-- Opening Marker --
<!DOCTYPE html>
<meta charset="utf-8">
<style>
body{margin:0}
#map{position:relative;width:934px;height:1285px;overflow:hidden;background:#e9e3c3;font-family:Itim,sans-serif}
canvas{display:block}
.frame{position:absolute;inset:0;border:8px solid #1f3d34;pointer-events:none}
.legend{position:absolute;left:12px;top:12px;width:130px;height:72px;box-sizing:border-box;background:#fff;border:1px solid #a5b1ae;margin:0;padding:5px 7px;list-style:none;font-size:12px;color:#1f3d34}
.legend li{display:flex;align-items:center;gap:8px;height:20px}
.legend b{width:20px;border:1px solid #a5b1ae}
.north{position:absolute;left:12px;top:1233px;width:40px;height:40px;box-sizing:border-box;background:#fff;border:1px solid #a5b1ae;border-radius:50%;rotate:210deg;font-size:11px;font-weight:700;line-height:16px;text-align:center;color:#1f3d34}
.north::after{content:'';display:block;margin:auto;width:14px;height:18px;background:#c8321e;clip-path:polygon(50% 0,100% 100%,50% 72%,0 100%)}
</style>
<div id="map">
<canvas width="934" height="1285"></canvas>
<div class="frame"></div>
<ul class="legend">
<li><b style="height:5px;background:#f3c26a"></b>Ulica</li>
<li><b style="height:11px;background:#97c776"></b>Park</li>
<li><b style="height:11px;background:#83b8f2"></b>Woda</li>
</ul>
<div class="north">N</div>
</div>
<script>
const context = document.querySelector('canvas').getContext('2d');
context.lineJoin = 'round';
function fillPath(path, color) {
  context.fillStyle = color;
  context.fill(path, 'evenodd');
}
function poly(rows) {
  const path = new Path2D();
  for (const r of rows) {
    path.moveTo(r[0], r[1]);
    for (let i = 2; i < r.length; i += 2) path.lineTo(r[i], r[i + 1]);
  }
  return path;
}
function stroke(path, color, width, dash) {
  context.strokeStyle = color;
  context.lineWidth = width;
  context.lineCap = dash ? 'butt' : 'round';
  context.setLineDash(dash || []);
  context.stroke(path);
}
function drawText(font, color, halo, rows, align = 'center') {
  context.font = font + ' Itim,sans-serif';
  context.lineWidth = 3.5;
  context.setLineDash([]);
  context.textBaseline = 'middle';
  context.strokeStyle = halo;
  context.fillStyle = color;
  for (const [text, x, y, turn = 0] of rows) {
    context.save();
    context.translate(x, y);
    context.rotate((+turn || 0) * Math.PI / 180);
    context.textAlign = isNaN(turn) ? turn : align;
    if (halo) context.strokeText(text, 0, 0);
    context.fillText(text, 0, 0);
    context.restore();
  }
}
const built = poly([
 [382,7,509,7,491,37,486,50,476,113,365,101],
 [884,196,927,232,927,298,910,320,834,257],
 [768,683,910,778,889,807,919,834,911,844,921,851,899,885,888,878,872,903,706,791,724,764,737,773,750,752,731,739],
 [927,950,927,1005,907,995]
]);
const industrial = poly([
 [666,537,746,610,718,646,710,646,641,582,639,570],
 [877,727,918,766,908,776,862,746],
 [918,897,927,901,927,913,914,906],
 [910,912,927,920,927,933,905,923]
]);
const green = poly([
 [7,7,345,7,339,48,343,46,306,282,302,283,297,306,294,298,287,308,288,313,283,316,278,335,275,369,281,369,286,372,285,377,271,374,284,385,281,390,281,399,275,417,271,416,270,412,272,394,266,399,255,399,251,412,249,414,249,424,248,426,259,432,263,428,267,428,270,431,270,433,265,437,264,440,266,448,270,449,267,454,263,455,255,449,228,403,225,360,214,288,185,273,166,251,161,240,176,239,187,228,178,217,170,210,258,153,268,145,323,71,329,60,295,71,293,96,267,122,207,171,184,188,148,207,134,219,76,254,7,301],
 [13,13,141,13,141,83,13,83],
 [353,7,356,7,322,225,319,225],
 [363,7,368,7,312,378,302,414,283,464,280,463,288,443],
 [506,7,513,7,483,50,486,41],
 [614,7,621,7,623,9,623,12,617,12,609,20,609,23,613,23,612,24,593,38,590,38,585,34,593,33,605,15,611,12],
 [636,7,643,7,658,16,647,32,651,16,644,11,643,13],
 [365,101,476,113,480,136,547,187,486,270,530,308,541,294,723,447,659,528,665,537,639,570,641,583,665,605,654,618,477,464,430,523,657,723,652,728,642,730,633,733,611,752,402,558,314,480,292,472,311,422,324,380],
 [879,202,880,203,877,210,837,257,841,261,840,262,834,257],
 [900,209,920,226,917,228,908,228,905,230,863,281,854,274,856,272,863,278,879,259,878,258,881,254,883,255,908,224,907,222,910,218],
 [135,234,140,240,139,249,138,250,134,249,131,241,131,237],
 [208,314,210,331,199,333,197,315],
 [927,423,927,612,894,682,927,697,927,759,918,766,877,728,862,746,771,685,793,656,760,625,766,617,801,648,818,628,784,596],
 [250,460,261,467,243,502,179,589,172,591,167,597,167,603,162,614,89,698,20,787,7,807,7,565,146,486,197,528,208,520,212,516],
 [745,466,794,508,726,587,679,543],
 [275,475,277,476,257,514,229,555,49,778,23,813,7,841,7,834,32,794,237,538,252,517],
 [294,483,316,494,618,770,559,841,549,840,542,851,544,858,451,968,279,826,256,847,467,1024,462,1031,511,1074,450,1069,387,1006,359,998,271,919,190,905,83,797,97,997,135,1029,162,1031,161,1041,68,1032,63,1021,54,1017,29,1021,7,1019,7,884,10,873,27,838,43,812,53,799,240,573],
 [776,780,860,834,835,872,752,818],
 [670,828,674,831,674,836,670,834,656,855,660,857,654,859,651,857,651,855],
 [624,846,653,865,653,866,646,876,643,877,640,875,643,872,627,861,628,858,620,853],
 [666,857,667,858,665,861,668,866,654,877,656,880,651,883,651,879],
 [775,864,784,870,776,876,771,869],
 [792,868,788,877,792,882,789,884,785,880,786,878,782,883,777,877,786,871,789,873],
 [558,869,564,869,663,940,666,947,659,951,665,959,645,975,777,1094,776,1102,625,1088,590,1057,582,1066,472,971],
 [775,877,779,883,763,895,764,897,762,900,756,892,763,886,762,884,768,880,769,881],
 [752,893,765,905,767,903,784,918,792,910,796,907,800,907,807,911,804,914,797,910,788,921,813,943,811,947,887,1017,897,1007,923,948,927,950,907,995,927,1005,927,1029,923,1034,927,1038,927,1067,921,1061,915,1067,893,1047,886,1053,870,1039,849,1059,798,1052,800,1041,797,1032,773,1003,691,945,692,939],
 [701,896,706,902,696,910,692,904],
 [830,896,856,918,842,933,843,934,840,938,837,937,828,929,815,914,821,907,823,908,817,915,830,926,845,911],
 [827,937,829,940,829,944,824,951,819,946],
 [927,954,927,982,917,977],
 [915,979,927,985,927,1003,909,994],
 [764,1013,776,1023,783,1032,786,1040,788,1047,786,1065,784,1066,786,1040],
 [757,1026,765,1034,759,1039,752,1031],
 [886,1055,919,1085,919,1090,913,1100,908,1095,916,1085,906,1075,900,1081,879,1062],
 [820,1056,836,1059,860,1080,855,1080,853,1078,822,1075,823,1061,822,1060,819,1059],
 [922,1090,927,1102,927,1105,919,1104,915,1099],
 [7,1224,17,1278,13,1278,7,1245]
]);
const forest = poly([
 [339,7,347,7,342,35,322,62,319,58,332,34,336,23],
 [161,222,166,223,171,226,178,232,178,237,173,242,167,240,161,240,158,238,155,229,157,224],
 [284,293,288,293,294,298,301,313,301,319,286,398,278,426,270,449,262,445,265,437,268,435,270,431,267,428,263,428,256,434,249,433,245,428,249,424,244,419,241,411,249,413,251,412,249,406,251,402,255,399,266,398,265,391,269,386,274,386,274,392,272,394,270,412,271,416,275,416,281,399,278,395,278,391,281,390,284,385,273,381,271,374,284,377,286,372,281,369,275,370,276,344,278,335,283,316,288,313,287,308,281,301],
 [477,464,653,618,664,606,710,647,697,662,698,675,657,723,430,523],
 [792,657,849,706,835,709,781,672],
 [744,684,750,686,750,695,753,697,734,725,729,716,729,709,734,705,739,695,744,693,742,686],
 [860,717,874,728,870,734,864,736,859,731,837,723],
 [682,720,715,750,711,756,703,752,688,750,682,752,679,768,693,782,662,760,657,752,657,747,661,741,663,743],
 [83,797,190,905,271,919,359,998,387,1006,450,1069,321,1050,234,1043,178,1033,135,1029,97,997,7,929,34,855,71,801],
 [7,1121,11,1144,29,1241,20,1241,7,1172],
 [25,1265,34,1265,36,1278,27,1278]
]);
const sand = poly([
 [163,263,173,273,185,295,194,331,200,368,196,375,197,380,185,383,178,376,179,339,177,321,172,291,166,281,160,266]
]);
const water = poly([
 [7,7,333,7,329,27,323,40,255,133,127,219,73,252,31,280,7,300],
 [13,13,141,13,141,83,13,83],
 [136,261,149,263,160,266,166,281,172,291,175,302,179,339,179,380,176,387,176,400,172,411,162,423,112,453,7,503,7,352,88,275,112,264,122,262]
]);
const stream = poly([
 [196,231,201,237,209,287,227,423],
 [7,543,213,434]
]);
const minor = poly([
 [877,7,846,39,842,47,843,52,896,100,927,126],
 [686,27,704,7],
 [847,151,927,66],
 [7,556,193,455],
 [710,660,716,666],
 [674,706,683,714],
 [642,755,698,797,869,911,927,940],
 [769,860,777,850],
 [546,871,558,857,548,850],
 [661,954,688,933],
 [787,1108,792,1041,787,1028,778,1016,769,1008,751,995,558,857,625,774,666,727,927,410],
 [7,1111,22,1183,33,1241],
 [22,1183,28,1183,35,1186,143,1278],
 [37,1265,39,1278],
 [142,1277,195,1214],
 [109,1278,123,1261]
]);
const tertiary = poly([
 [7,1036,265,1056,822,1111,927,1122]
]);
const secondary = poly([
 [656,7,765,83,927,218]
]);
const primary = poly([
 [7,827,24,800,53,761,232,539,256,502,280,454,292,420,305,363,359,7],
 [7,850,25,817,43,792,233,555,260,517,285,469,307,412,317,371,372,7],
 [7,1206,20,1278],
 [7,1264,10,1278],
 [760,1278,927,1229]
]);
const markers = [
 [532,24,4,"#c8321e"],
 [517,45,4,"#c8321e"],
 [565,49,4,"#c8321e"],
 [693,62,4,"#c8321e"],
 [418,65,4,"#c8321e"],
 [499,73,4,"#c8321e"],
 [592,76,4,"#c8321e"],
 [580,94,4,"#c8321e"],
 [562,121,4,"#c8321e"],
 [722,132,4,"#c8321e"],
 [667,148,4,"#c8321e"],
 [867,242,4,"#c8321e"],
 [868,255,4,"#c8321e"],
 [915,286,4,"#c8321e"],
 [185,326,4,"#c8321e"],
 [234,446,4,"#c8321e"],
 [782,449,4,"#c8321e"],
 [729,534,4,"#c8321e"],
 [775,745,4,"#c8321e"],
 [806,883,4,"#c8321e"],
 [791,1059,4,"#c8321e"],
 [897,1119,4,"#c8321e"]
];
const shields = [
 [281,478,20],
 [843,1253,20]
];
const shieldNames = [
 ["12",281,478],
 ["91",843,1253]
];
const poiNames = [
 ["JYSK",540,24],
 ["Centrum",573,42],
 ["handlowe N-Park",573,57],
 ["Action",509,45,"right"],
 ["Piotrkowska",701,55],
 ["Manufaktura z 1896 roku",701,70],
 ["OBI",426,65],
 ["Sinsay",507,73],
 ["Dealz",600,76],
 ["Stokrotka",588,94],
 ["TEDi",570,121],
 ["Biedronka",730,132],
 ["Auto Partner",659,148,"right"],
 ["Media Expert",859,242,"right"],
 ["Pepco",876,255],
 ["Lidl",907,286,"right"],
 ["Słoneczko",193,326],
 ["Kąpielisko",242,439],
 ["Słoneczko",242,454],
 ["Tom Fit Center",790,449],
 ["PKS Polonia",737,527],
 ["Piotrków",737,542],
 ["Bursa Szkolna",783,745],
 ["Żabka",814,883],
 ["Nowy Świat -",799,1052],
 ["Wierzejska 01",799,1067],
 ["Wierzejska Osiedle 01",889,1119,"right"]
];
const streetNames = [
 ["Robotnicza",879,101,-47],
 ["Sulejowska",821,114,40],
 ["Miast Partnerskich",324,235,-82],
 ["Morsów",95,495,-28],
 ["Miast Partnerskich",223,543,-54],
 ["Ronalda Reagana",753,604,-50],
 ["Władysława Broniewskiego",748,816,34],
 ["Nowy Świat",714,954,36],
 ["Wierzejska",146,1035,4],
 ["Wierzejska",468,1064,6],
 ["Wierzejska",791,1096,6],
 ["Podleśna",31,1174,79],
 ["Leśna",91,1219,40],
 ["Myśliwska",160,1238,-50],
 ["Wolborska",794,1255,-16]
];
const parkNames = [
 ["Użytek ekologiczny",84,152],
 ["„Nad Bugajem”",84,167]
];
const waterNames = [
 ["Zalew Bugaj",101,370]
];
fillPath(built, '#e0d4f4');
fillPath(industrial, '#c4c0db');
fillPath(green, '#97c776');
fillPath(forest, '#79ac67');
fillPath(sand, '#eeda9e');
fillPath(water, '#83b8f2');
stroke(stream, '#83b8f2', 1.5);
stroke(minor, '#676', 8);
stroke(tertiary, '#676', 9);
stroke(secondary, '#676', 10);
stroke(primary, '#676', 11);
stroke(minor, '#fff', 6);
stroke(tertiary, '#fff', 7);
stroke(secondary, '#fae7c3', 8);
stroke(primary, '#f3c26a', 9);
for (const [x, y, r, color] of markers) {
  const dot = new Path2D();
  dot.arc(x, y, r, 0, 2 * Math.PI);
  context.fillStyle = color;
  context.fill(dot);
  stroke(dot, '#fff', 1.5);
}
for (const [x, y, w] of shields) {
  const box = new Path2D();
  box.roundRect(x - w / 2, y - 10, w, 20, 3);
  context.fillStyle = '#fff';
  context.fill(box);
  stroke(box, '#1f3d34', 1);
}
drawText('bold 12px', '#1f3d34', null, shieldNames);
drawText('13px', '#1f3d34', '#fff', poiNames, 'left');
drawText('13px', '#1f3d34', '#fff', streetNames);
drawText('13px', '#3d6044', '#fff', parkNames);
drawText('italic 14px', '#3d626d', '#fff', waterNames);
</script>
-- Closing Marker --
• **GOAL OF THE EXERCISE**
Tell me how many lines of the records include the word "function", and say nothing else.

• **RESULT FOR THIS EXERCISE**
4